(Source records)
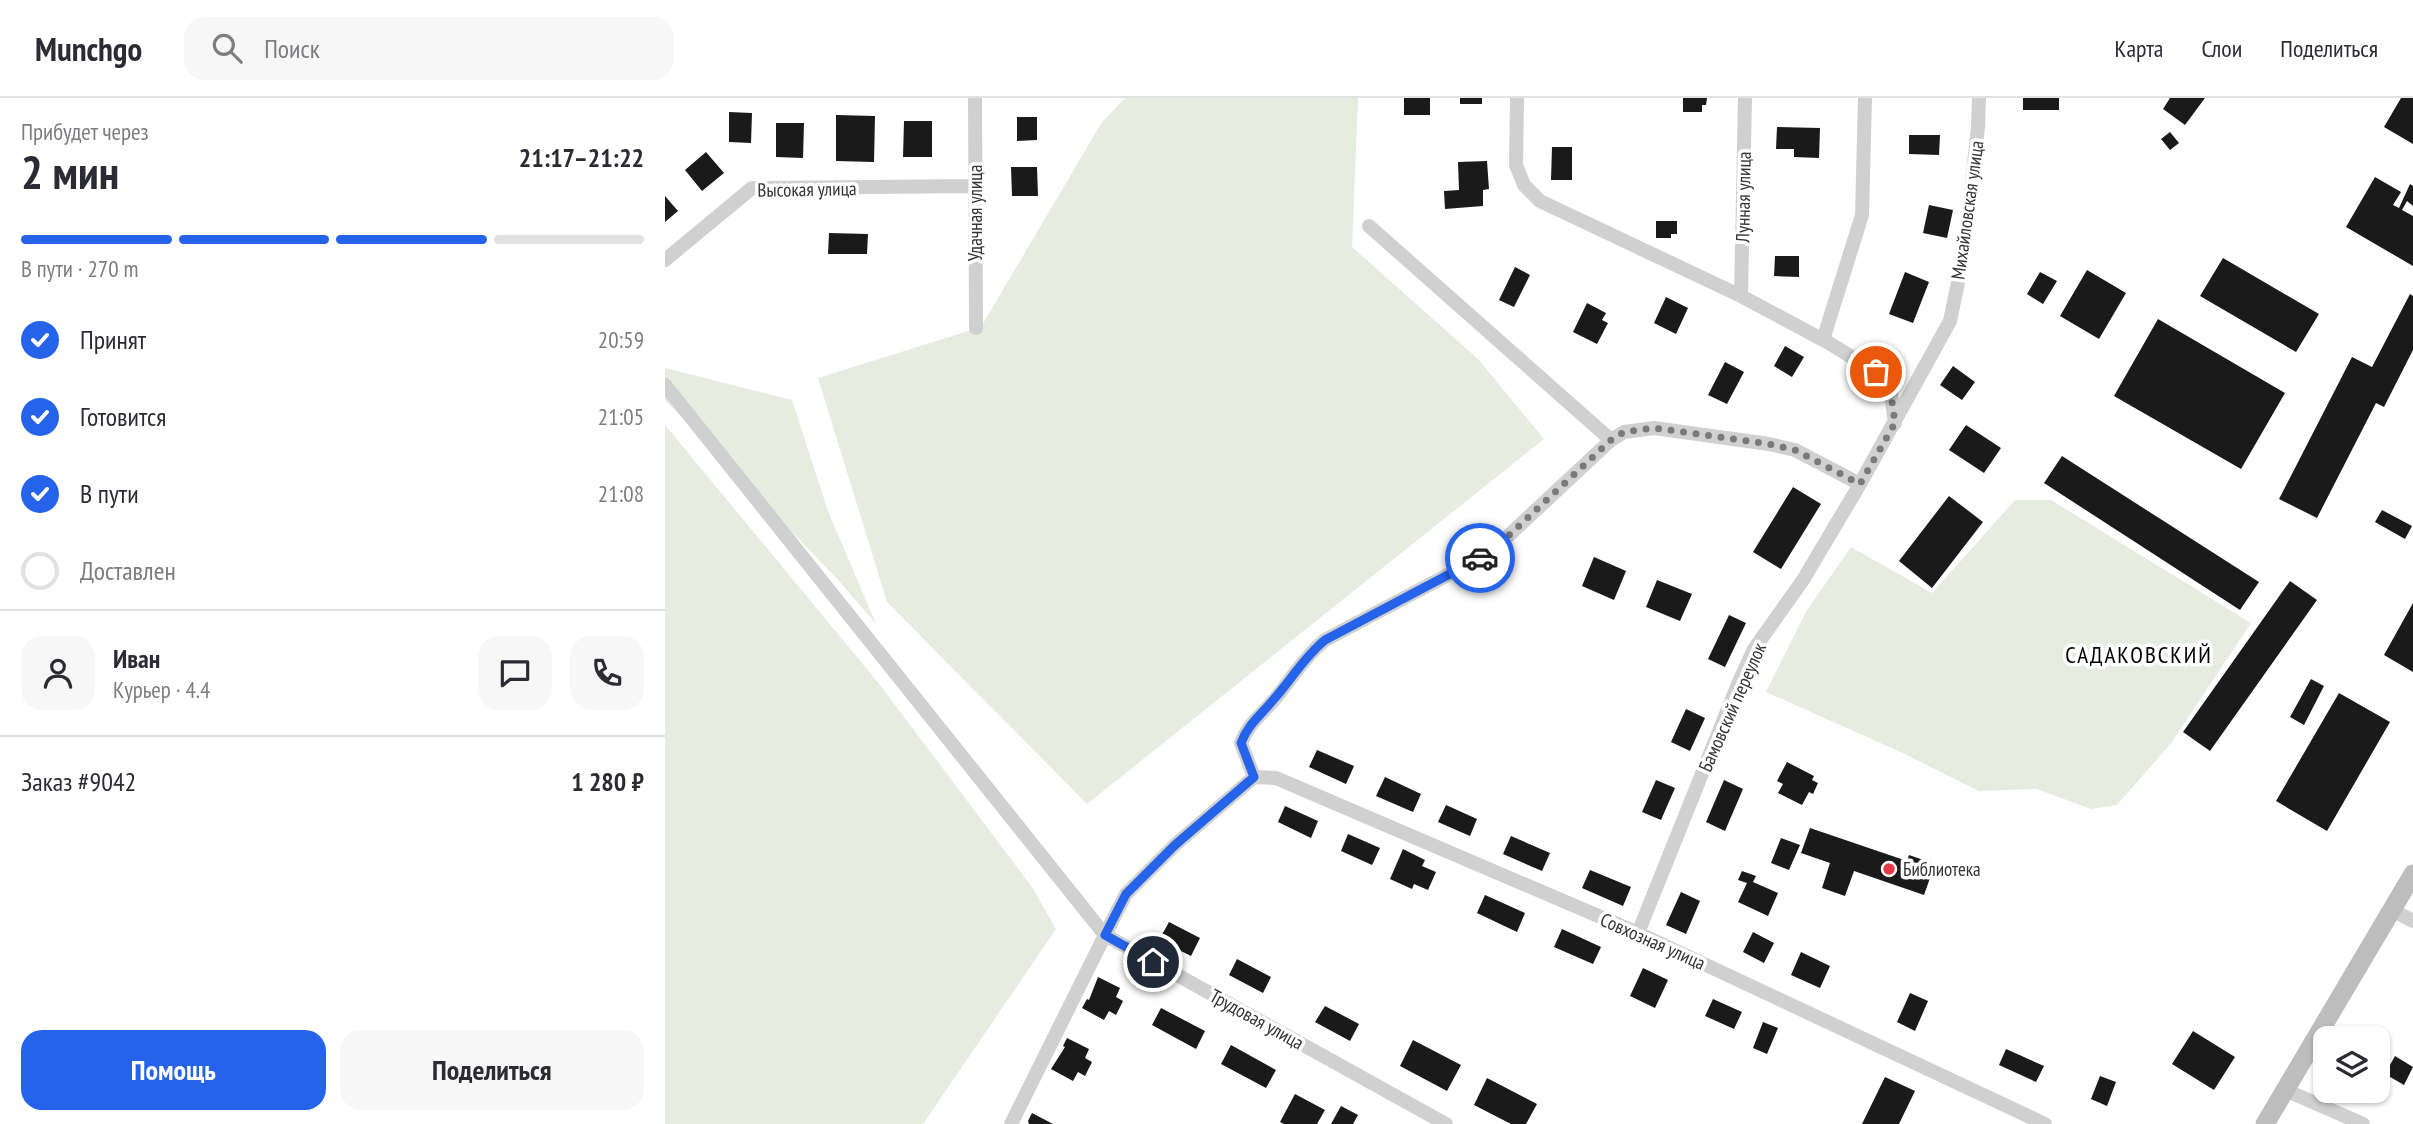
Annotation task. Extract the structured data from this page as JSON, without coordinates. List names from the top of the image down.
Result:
{
  "streets": {
    "street": [
      "Высокая улица",
      "Лунная улица",
      "Михайловская улица",
      "Удачная улица",
      "Бамовский переулок",
      "Совхозная улица",
      "Трудовая улица"
    ]
  },
  "crossings": [
    ["Высокая улица", "Удачная улица"],
    ["Михайловская улица", "Бамовский переулок"],
    ["Бамовский переулок", "Совхозная улица"]
  ],
  "districts": ["САДАКОВСКИЙ"],
  "places": ["Библиотека"],
  "page": {
    "header": "Munchgo",
    "search": "Поиск",
    "nav": ["Карта", "Слои", "Поделиться"],
    "heading": ["2 мин", "Прибудет через", "21:17–21:22"],
    "panel": [
      "Иван",
      "Курьер · 4.4",
      "Заказ #9042",
      "1 280 ₽"
    ],
    "bar": "В пути · 270 m",
    "list": [
      ["Принят", "20:59"],
      ["Готовится", "21:05"],
      ["В пути", "21:08"],
      "Доставлен"
    ],
    "buttons": ["Помощь", "Поделиться"]
  }
}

Your task: Each entry is to be returned precisely as it appears, but the pictures are to be dropped.

Finished exercise:
Annotation task. Extract the structured data from this page as JSON, without coordinates. List names from the top of the image down.
Result:
{
  "streets": {
    "street": [
      "Высокая улица",
      "Лунная улица",
      "Михайловская улица",
      "Удачная улица",
      "Бамовский переулок",
      "Совхозная улица",
      "Трудовая улица"
    ]
  },
  "crossings": [
    ["Высокая улица", "Удачная улица"],
    ["Михайловская улица", "Бамовский переулок"],
    ["Бамовский переулок", "Совхозная улица"]
  ],
  "districts": ["САДАКОВСКИЙ"],
  "places": ["Библиотека"],
  "page": {
    "header": "Munchgo",
    "search": "Поиск",
    "nav": ["Карта", "Слои", "Поделиться"],
    "heading": ["2 мин", "Прибудет через", "21:17–21:22"],
    "panel": [
      "Иван",
      "Курьер · 4.4",
      "Заказ #9042",
      "1 280 ₽"
    ],
    "bar": "В пути · 270 m",
    "list": [
      ["Принят", "20:59"],
      ["Готовится", "21:05"],
      ["В пути", "21:08"],
      "Доставлен"
    ],
    "buttons": ["Помощь", "Поделиться"]
  }
}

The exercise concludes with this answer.